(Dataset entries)
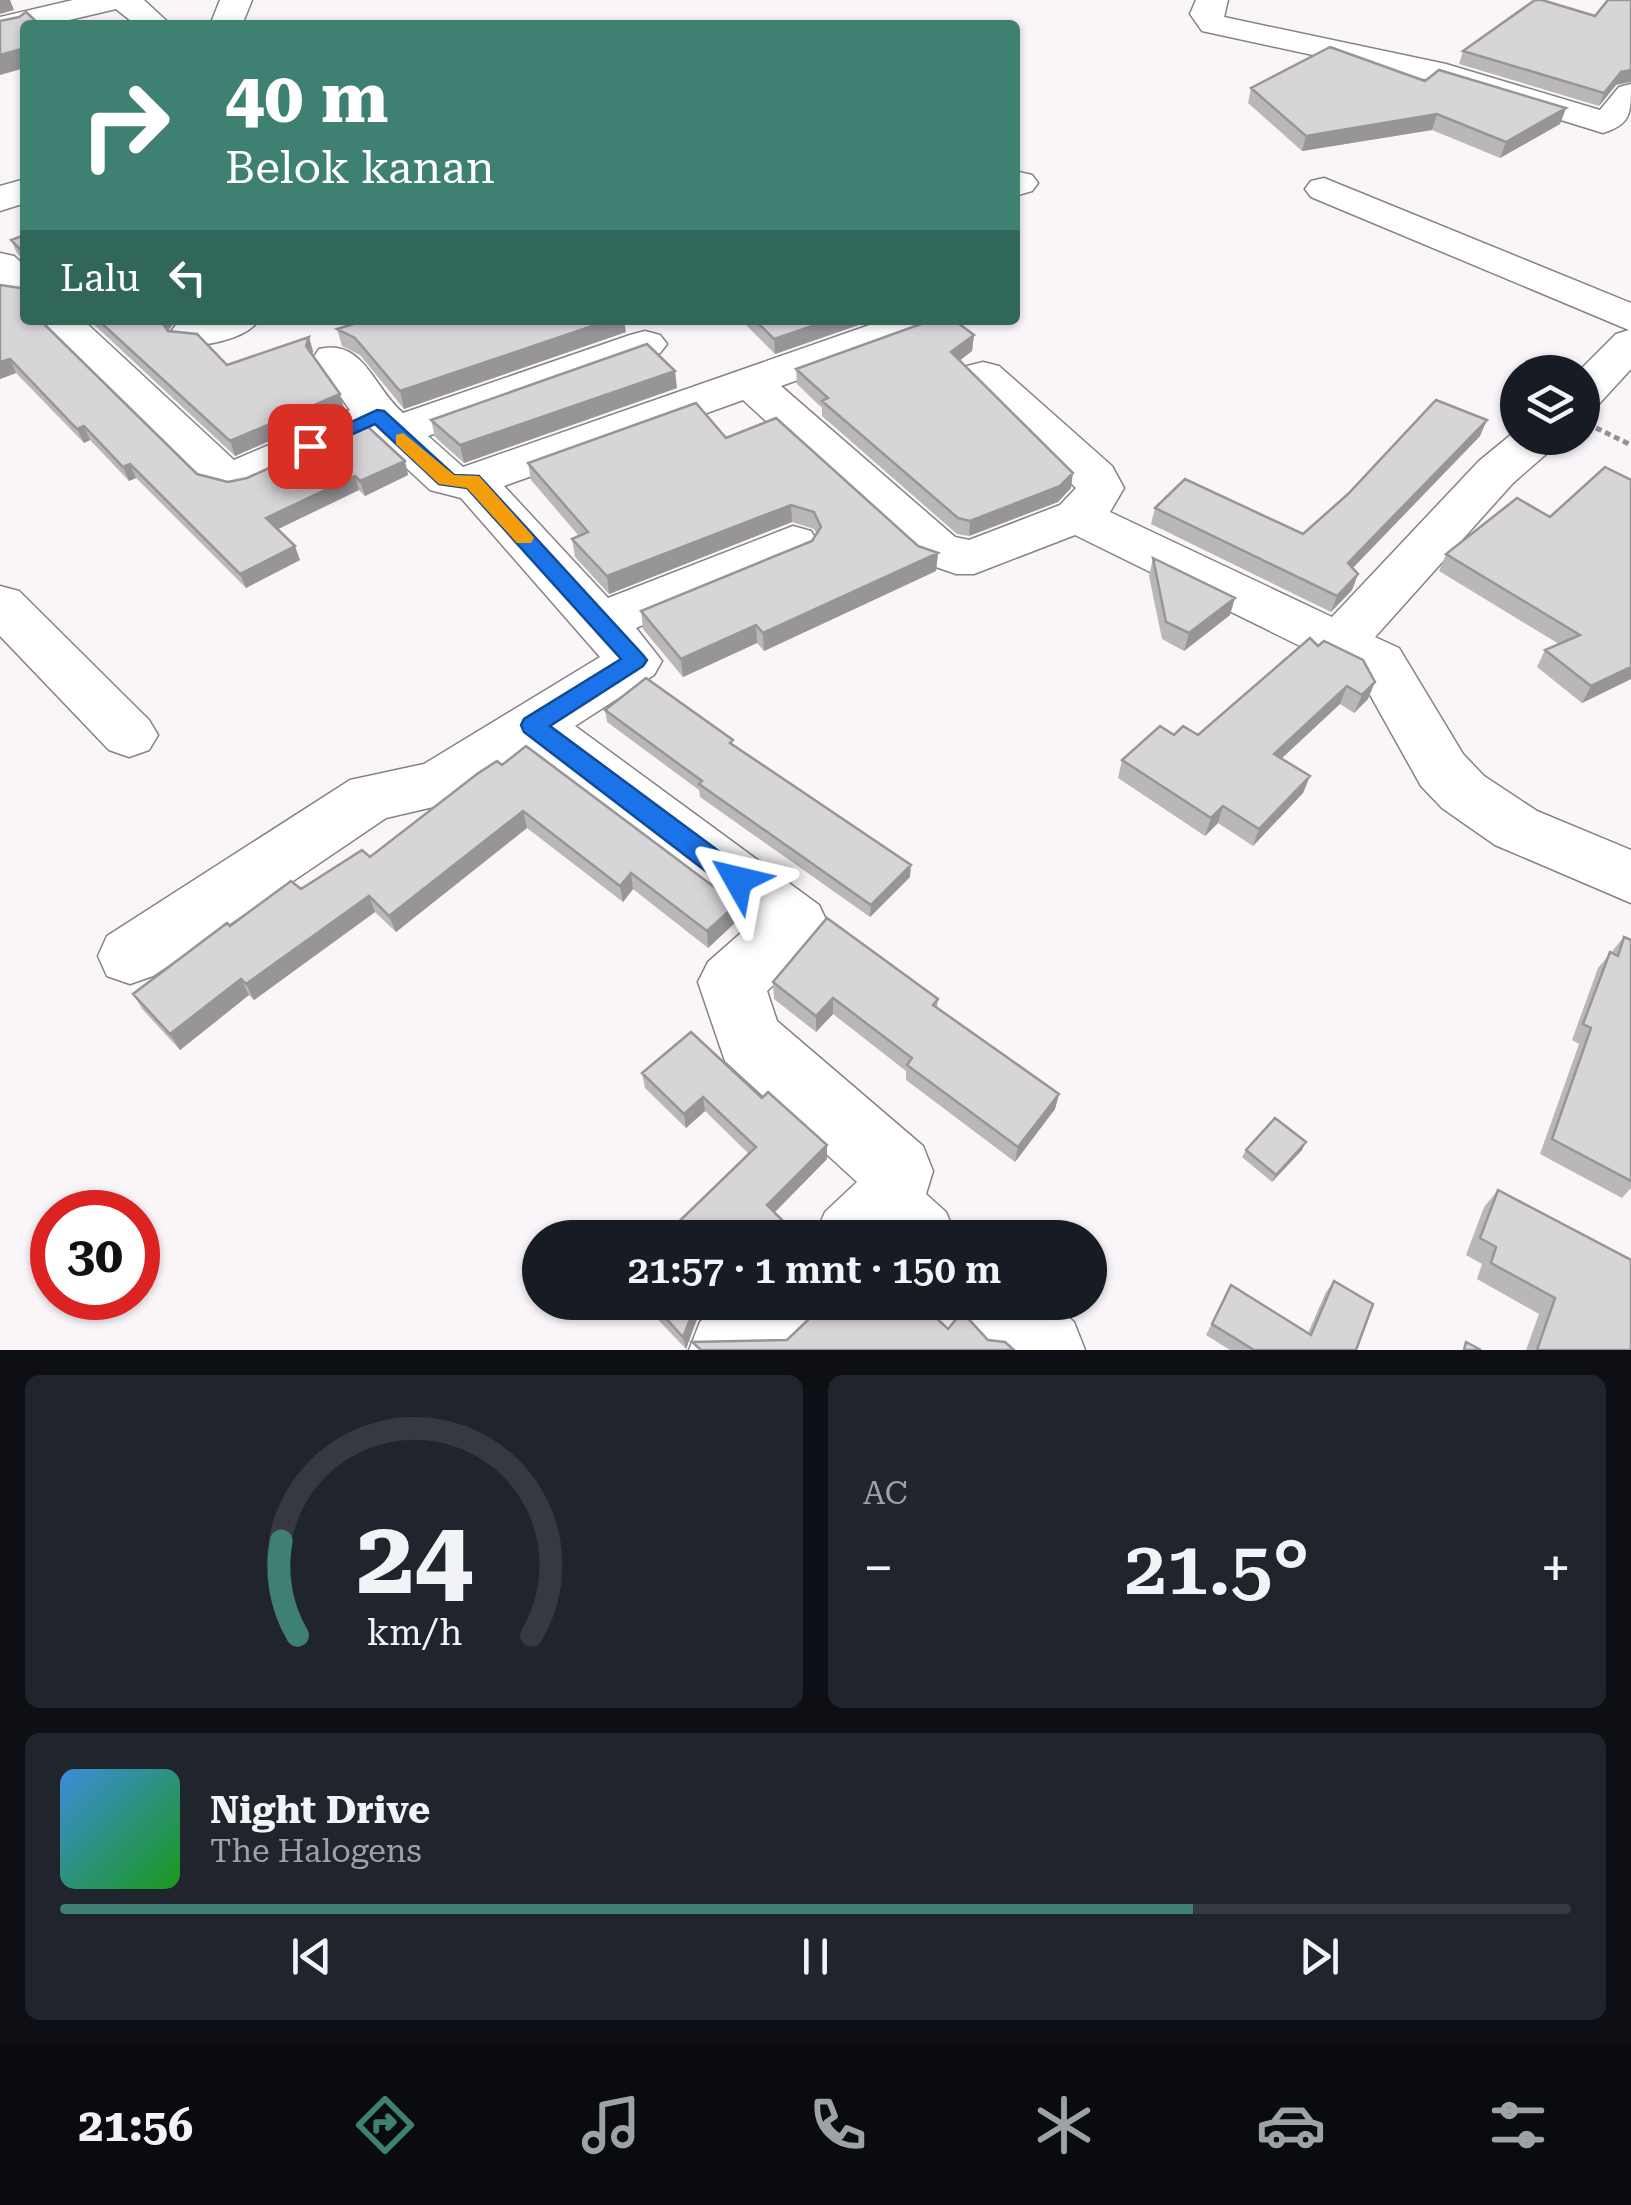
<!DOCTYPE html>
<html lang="id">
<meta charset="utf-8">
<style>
:root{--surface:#171b24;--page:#20242c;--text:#f1f3f6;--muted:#9ea1a6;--line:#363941;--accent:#3e8172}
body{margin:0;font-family:"Roboto Serif",serif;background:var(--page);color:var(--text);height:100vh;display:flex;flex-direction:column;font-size:38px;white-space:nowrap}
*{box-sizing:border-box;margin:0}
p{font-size:32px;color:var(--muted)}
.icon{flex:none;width:55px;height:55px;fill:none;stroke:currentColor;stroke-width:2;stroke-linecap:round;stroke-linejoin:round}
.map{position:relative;height:1350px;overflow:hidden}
.details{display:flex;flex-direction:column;gap:25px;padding:25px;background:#0d0f14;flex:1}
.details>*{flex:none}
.guide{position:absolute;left:20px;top:20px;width:1000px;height:305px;border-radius:10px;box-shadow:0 2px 8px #0004;background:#3e8172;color:#fff;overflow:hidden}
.fabs{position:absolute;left:1500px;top:355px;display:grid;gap:20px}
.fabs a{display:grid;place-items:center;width:100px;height:100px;border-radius:50%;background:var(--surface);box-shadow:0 2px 8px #0004;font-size:50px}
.speed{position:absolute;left:30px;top:1190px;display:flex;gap:20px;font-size:50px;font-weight:700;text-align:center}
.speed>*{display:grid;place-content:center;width:130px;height:130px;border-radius:50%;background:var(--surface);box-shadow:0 2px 8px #0004;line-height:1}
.speed .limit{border:15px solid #d22;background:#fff;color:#111}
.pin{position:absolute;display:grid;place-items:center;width:85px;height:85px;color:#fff;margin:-42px;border-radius:20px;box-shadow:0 5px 15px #0006}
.me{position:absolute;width:110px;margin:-55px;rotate:307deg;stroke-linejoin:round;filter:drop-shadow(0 0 8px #0008)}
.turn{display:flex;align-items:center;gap:35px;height:210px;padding:0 40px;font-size:45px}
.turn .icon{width:130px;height:130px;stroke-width:2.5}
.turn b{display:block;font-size:70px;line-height:85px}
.then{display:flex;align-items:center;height:95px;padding:0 40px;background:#0003;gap:20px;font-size:38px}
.big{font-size:75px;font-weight:600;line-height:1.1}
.details .tile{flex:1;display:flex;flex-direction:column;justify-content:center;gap:15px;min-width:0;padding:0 35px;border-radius:15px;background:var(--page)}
.details .dial{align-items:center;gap:0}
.dial svg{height:260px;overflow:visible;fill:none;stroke:var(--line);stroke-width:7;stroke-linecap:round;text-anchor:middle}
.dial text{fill:var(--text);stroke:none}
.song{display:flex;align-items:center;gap:30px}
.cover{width:120px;height:120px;border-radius:15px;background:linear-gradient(135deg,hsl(210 70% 55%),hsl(120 70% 35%))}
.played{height:10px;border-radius:5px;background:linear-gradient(90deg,var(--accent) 75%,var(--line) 75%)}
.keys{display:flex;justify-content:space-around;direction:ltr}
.heat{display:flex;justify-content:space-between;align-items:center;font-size:55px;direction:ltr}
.details .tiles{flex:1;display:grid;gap:25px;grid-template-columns:1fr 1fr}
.tile:last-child{grid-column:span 2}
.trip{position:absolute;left:522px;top:1220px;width:585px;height:100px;border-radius:50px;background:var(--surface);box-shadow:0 2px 8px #0004;font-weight:600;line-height:100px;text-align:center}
.tabs{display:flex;height:160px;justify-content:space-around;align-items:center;background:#090b0e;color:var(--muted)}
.tabs .icon{width:70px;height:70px}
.tabs .selected{color:var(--accent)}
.tabs b{font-size:45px;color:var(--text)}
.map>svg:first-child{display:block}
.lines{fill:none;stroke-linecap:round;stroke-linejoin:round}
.minor-casing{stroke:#868287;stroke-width:3}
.path{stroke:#949194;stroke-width:5;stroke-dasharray:6 4;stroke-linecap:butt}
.minor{fill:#fff;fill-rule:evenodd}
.wall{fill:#bab7bb}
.shaded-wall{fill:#979598}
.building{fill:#d8d5d9;stroke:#979598;stroke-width:2.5}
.route{fill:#1a73e8;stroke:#114b97;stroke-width:2.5}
.slow{fill:#f59e0b}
</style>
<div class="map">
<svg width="1631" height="1350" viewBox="0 0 1631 1350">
<rect width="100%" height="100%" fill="#f9f5f9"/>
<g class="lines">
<defs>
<path id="minor" d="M73 0H144L171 25H136L116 9 48 25H25V31L0 37V17Z
M220 0H252L242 25H210Z
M1196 0H1228L1224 17 1446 64 1600 110 1619 87 1631 84C1631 114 1631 124 1603 133L1438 82 1202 31 1190 14Z
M1019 172 1032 175 1038 183 1032 191 1015 196V173Z
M1324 178 1631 303V369L1598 405 1582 408V372H1578L1616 334 1629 330 1311 197 1305 189 1311 181Z
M25 179V203L0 211V186Z
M0 253 14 256 25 266V299L8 296 0 288Z
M37 320H83L234 460 350 410 313 358 319 349C363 338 373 387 403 413L630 335 645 331 660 335 667 344 660 353 428 436 463 467 884 320H933L935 324 929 333 781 386 955 537 969 540 1060 505 1076 488 961 375 967 366 983 362 999 366 1112 466 1124 488 1110 512 1332 617 1479 461 1518 429V438H1559L1553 448 1513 483 1375 637 1399 648 1463 754 1484 776 1537 811 1631 850V903L1495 845 1442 808 1421 786 1359 675 1075 535 974 574H956L919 561 743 400 504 486 608 598 793 526 811 531 818 543 811 555 636 628 662 661 654 675 575 726 819 905 828 924 819 943 767 991 777 1021 923 1146 933 1171 926 1194 946 1212 957 1238H814L825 1212 857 1182 725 1061 698 982 708 962 750 925 531 755 459 801 386 818 153 976 130 984 107 976 98 956 107 936 350 780 424 764 600 657 461 498 430 490 371 435 251 489 234 493 205 486Z
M192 320H259C246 340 198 349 176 343L169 334 176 325Z
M0 586 19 591 149 720 158 735 149 750 129 757 109 750 0 636Z
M722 1302H818L807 1329 785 1350H689L700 1322Z
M955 1302H1052L1074 1322 1085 1350H988L966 1329Z"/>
</defs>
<!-- minor casing -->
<use href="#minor" class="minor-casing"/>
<!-- path -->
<path class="path" d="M1596 428 1631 445"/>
<!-- minor -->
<use href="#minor" class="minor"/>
</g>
<!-- wall -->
<path class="wall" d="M1463 51 1616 85 1599 106 1459 64Z
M1425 81 1566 108 1560 124 1500 158 1432 130 1302 151 1248 103 1251 88Z
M25 235V320L197 474 228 482 405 461 408 475 365 496 359 490 278 529 300 560 246 588 136 478 129 481 90 440 84 443 16 373 0 379V285L21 288 22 259 17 253 11 240Z
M89 320H175L168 331 227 365 313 351 312 355 340 394 344 408 235 456Z
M745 320H873L775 354 745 324Z
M337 329 626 332 404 409 360 355 342 346Z
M974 335 972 351 960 360 1071 488 1058 502 969 536 957 534 822 416V408L797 384 796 369Z
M677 388 464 463 435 437 431 420Z
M1480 436 1353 568 1358 574 1352 590 1331 612 1151 524 1155 508 1303 534Z
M726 438 918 546 938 553 936 571 764 651 757 643 683 677 643 629 641 611 812 541 817 534 814 529 792 522 609 594 575 557 572 539 579 536 531 480 528 463Z
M1517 498 1631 679 1582 703 1537 667 1545 650 1559 644 1439 571 1446 554Z
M1153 558 1230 615 1184 651 1162 639 1149 576Z
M1310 638 1368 699 1354 713 1340 704 1282 758 1310 776 1303 793 1253 846 1218 823 1205 836 1118 778 1122 760 1174 735H1198Z
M605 710 734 745 910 877 870 917 700 797 699 790 607 722Z
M477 774 738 920 708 948 633 889 623 902 527 828 396 932 375 912 254 1000 249 995 180 1050 143 1010 133 994 230 926 301 889 370 857Z
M1624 937 1631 940V1188L1622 1198 1540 1154 1579 1044 1572 1040 1598 968Z
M773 982 938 999 937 1008 1059 1094 1055 1109 1015 1162 906 1080V1071L833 1014 816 1032 774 999Z
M691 1032 827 1159 775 1212 662 1238 749 1154 705 1111 686 1128 645 1088 642 1073Z
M1246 1150H1302L1272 1182 1242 1157Z
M1498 1190 1631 1350H1526L1539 1314 1477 1279 1482 1264 1466 1255 1484 1207Z
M1334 1281 1356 1350H1230L1206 1335 1231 1285 1308 1333 1326 1292Z
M641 1302H717L697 1319 686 1349Z"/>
<!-- shaded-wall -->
<path class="shaded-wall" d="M0 0H10L14 10 0 14Z
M25 48V68L0 75V55Z
M1631 70V82L1616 85 1599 106 1604 93 1621 72Z
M1566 108 1560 124 1500 158 1506 142Z
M1437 114 1432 130 1302 151 1306 136Z
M160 320H175L176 321 165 334Z
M610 320H624L626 332 404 409 400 391Z
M830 320H873L775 354 774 339Z
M974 335 972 351 950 368 951 352Z
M309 337 313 351 310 360 306 346Z
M10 359 16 373 0 379V362Z
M675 371 677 388 464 463 460 445Z
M340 394 344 408 235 456 230 441Z
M1487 420 1480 436 1342 579 1348 563Z
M84 426 90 440 84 443 77 429Z
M405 461 408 475 365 496 360 481Z
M130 464 136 478 129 481 123 467Z
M1073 473 1071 488 1058 502 969 536 970 521Z
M355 476 359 490 272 532 266 518Z
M791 505 792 522 609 594 607 576Z
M295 546 300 560 246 588 240 574Z
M938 553 936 571 764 651 763 633Z
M1358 574 1352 590 1331 612 1337 596Z
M1235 598 1230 615 1184 651 1189 633Z
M756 625 757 643 683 677 681 659Z
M1631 667V679L1582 703 1591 686Z
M1375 682 1368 699 1354 713 1362 695Z
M1347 686 1340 704 1268 771 1274 754Z
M1310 776 1303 793 1253 846 1259 829Z
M1223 806 1218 823 1205 836 1211 818Z
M523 811 527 828 396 932 389 916Z
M911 865 910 877 870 917 871 905Z
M631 873 633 889 623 902 620 886Z
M369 896 375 912 254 1000 246 984Z
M737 904 738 920 708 948 707 931Z
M241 979 249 995 180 1050 170 1034Z
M833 998V1014L816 1032V1016Z
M1059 1094 1055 1109 1015 1162 1018 1147Z
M703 1097 705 1111 686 1128 684 1114Z
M1306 1142 1302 1150 1272 1182 1276 1175Z
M827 1145V1159L768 1219 767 1205Z
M700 1302H717L697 1319 686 1349 683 1337 695 1307Z"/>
<!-- building -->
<path class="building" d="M1535 0H1542L1595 16 1608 0H1631V70L1621 72 1604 93 1463 51Z
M26 12 40 25H25V48L0 55V21L19 17Z
M1330 47 1425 81 1439 70 1566 108 1506 142 1437 114 1306 136 1251 88Z
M25 235V320H40L197 474 228 482 247 478 366 425 405 461 360 481 355 476 266 518 295 546 240 574 130 464 123 467 84 426 77 429 10 359 0 362V285L21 288 23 252 11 240Z
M98 320H160L168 331 197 334 227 365 309 337 306 346 340 394 230 441Z
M366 320H610L400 391 355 338 337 329Z
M755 320H830L774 339Z
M932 320H954L974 335 951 352 1073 473 1060 486 970 521 958 518 822 401 828 398 796 369Z
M647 344 675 371 460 445 431 420Z
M1436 400 1487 420 1348 563 1358 574 1337 596 1155 508 1185 479 1303 534 1348 494Z
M696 403 726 438 776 418 918 546 938 553 763 633 756 625 681 659 641 611 812 541 821 527 814 512 791 505 607 576 572 539 588 532 528 463Z
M1605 467 1631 480V667L1591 686 1545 650 1580 635 1446 554 1517 498 1550 517Z
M1153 558 1235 598 1189 633 1166 622Z
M1310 638 1318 646 1324 641 1363 660 1375 682 1362 695 1347 686 1274 754 1310 776 1259 829 1223 806 1211 818 1122 760 1160 726 1174 735 1183 726 1198 735Z
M646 678 733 740 730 743 911 865 871 905 699 784 702 781 605 710Z
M526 746 737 904 707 931 631 873 620 886 523 811 389 916 369 896 246 984 241 979 170 1034 133 994 227 923 230 926 291 881 301 889 362 850 370 857 477 774 497 761 502 765Z
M827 918 938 999 933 1005 1059 1094 1018 1147 907 1065 912 1058 833 998 816 1016 773 982Z
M1624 937 1631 940V1181L1552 1139 1591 1028 1583 1024 1610 952 1618 956Z
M691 1032 762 1098 768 1092 827 1145 767 1205 800 1238H662L756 1147 703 1097 684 1114 642 1073Z
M1275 1118 1306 1142 1276 1175 1246 1150Z
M1498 1190 1631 1260V1350H1537L1555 1298 1491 1263 1496 1247 1480 1238Z
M1334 1281 1373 1304 1356 1350H1254L1212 1324 1231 1285 1311 1335Z
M651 1302H700L695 1307 683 1337Z
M816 1302H919L948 1329 962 1312 988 1340 1005 1342 1014 1350H701L692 1342 787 1340 810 1318Z
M1466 1342 1481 1350H1464Z"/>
<!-- route -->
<path class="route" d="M377 410 384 411 454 475 479 476 643 655 647 660 643 666 550 726 747 872 750 880 747 888 738 891 728 888 524 732 521 725 524 719 621 659 467 488 439 484 375 424 317 450 310 452 300 446Z"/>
<!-- slow -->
<path class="slow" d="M403 433 454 475 479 476 531 534 534 538 531 543H517L467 488 439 484 396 444V435Z"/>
</svg>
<div class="fabs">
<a><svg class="icon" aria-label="layers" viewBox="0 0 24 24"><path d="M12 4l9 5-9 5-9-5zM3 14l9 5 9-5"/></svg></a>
</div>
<div class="speed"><div class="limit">30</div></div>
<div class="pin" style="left:310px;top:446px;background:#d93025"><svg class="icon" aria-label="arrive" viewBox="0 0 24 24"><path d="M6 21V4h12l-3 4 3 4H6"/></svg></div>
<svg class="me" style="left:738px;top:880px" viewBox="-20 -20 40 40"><path d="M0-17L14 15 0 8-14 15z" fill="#1a73e8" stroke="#fff" stroke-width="4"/></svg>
<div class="trip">21:57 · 1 mnt · 150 m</div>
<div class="guide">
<div class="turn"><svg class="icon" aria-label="right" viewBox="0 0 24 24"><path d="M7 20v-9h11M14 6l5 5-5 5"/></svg><div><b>40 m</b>Belok kanan</div></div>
<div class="then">Lalu<svg class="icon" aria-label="left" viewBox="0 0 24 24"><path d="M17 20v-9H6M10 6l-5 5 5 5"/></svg></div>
</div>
</div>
<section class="details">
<div class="tiles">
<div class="tile dial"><svg viewBox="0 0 100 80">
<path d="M14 69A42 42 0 1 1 86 69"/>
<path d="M14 69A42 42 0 0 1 9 40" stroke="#3e8172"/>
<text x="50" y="56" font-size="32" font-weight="700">24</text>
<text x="50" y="72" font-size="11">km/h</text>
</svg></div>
<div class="tile"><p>AC</p>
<div class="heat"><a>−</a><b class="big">21.5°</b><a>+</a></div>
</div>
<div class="tile">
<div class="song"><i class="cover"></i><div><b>Night Drive</b><p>The Halogens</p></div></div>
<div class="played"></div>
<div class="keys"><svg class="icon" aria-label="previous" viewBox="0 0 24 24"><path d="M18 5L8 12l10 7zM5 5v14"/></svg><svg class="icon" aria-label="pause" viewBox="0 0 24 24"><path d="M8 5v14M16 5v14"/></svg><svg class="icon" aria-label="next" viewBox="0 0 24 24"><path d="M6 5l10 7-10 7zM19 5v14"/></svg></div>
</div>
</div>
</section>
<nav class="tabs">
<b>21:56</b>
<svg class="icon selected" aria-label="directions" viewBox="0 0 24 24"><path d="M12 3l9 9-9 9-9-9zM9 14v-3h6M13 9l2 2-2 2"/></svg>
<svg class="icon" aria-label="music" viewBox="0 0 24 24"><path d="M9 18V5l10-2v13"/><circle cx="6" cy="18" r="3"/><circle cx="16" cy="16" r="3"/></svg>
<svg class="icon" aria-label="phone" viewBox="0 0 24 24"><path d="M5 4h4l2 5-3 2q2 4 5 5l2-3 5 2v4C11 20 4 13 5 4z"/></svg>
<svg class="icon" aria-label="climate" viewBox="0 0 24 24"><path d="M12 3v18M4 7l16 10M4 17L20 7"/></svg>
<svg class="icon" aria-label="car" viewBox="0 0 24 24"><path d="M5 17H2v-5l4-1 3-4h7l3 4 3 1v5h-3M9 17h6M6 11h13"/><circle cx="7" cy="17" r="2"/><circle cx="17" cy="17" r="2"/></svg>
<svg class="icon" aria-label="filters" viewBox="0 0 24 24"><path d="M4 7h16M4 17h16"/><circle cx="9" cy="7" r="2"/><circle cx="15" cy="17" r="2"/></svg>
</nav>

**Problem description**
Every line of the data above that contains the word "linear" should be counted; please give the total alone.

**Expected answer**
2